Adverse effects reported in 1% or more of patients receiving ramipril and considered possibly or probably related to treatment include asthenia/fatigue, hypotension, postural hypotension, increased cough, dizziness, headache, angina pectoris, nausea, syncope, vomiting, vertigo, abnormal kidney function, and diarrhea.

Drug Interactions

Drugs that Block the Renin-Angiotensin System

Increased risk of renal impairment, hyperkalemia, and hypotension with concomitant use of other drugs that block the renin-angiotensin system (e.g., aliskiren, angiotensin II receptor antagonists); when ramipril is used concomitantly with such drugs, blood pressure, renal function, and serum concentrations of electrolytes should be monitored closely. Concomitant use of ramipril and aliskiren is contraindicated in patients with diabetes mellitus; in addition, such concomitant use should be avoided in patients with renal impairment (glomerular filtration rate [GFR] less than 60 mL/minute per 1.73 m).

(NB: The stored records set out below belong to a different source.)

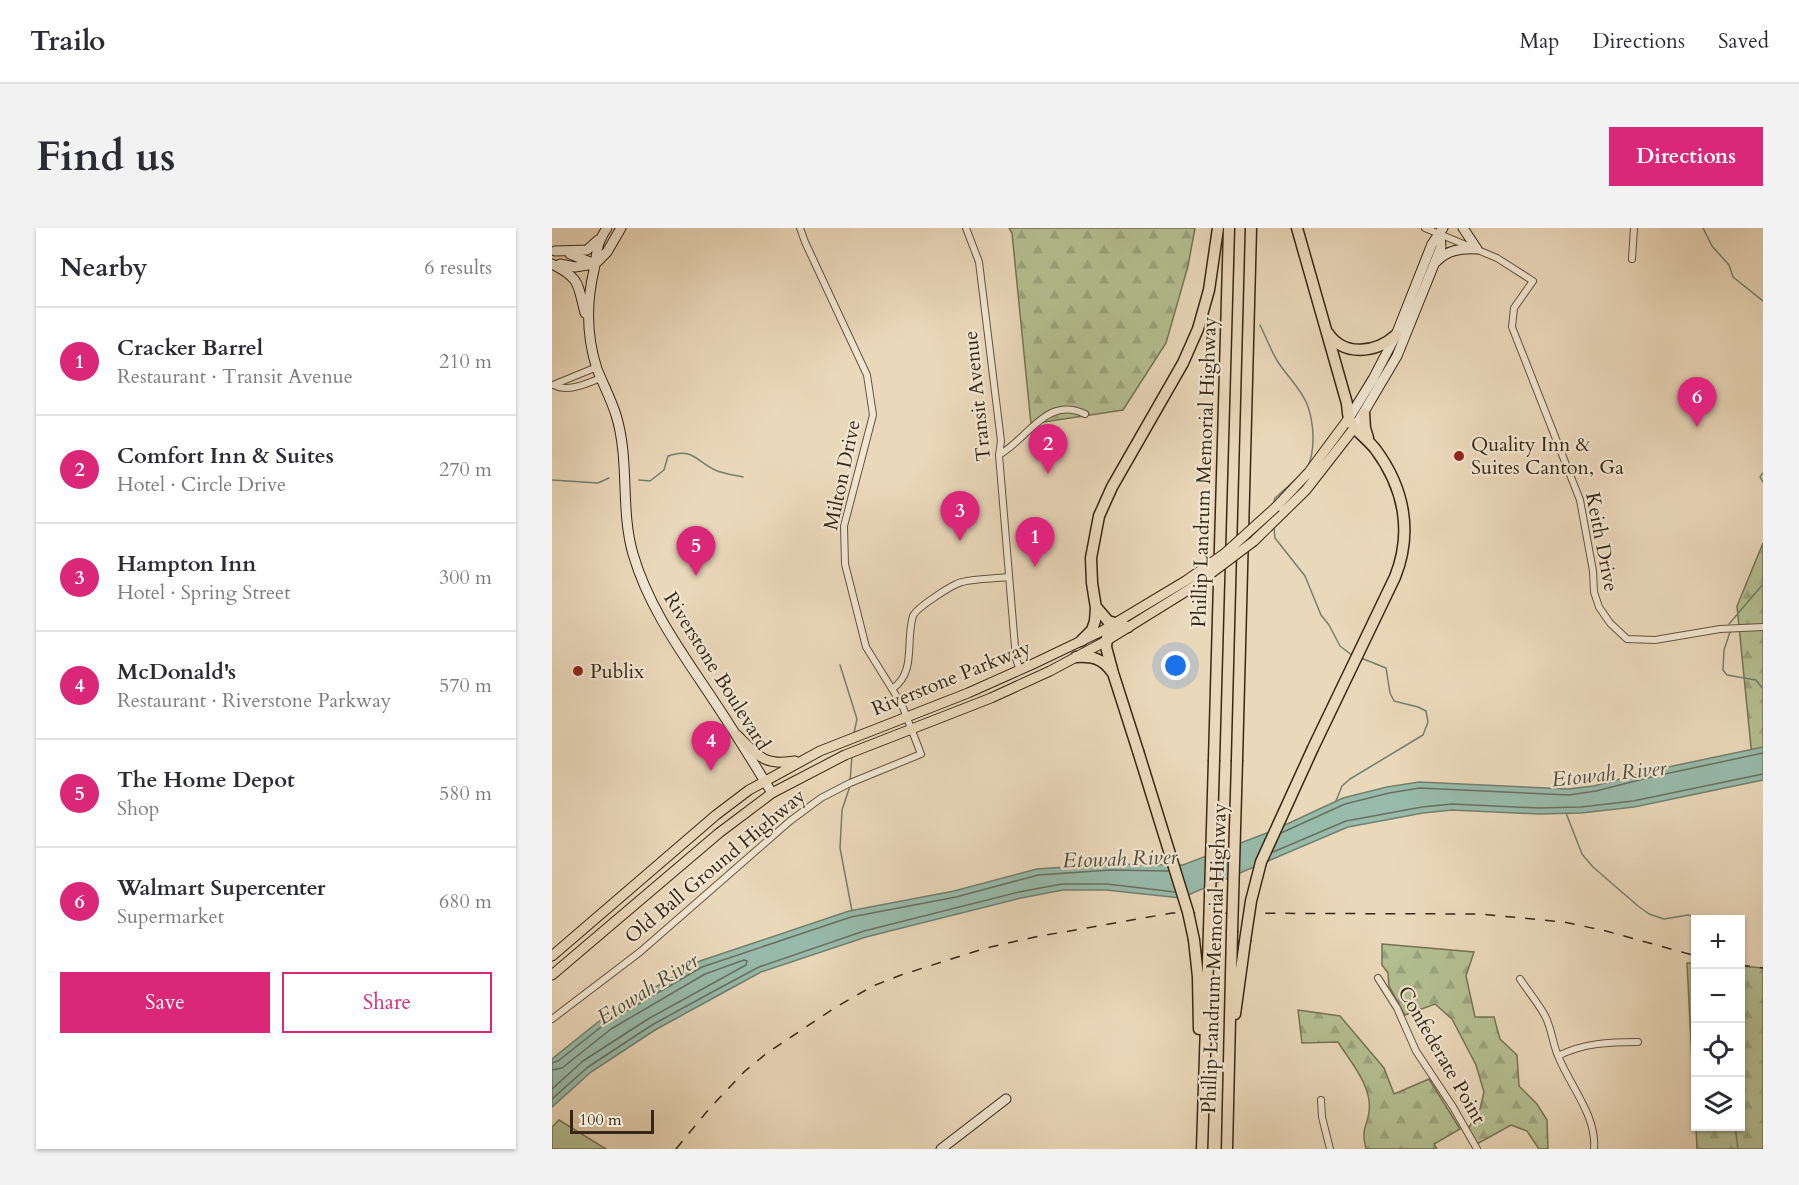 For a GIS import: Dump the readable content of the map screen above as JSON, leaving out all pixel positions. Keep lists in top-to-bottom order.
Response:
{
  "streets": {
    "highway": ["Phillip Landrum Memorial Highway"],
    "main road": ["Riverstone Boulevard", "Riverstone Parkway"],
    "street": [
      "Transit Avenue",
      "Milton Drive",
      "Keith Drive",
      "Old Ball Ground Highway",
      "Confederate Point"
    ]
  },
  "crossings": [
    ["Transit Avenue", "Riverstone Parkway"],
    ["Milton Drive", "Riverstone Parkway"],
    ["Milton Drive", "Old Ball Ground Highway"],
    ["Riverstone Boulevard", "Riverstone Parkway"],
    ["Riverstone Parkway", "Old Ball Ground Highway"]
  ],
  "water": ["Etowah River"],
  "places": ["Quality Inn & Suites Canton, Ga", "Publix"],
  "scale_bar": "100 m",
  "page": {
    "header": "Trailo",
    "nav": ["Map", "Directions", "Saved"],
    "buttons": [
      "Directions",
      ["Save", "Share"]
    ],
    "title": "Find us",
    "heading": ["Nearby", "6 results"],
    "list": [
      {
        "mark": "1",
        "name": "Cracker Barrel",
        "note": "Restaurant · Transit Avenue",
        "value": "210 m"
      },
      {
        "mark": "2",
        "name": "Comfort Inn & Suites",
        "note": "Hotel · Circle Drive",
        "value": "270 m"
      },
      {
        "mark": "3",
        "name": "Hampton Inn",
        "note": "Hotel · Spring Street",
        "value": "300 m"
      },
      {
        "mark": "4",
        "name": "McDonald's",
        "note": "Restaurant · Riverstone Parkway",
        "value": "570 m"
      },
      {
        "mark": "5",
        "name": "The Home Depot",
        "note": "Shop",
        "value": "580 m"
      },
      {
        "mark": "6",
        "name": "Walmart Supercenter",
        "note": "Supermarket",
        "value": "680 m"
      }
    ],
    "pins": [
      "6",
      "2",
      "3",
      "1",
      "5",
      "4"
    ],
    "map_buttons": ["+", "−"],
    "scale": "100 m"
  }
}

Drugs Increasing Serum Potassium Concentration

Potential pharmacologic interaction (additive hyperkalemic effect). Includes potassium-sparing diuretics, potassium supplements, and other drugs that can cause hyperkalemia.

Diuretics

Potential pharmacokinetic and pharmacologic interaction (hypotensive effect).

Lithium

Potential pharmacokinetic interaction (increased lithium concentrations and clinical toxicity).

mTOR Inhibitors

Patients receiving concomitant mammalian target of rapamycin (mTOR) inhibitors (e.g., temsirolimus) may be at increased risk for angioedema.

Nonsteroidal Anti-inflammatory Agents

Potential pharmacologic interaction (decreased renal function and increased serum potassium concentrations).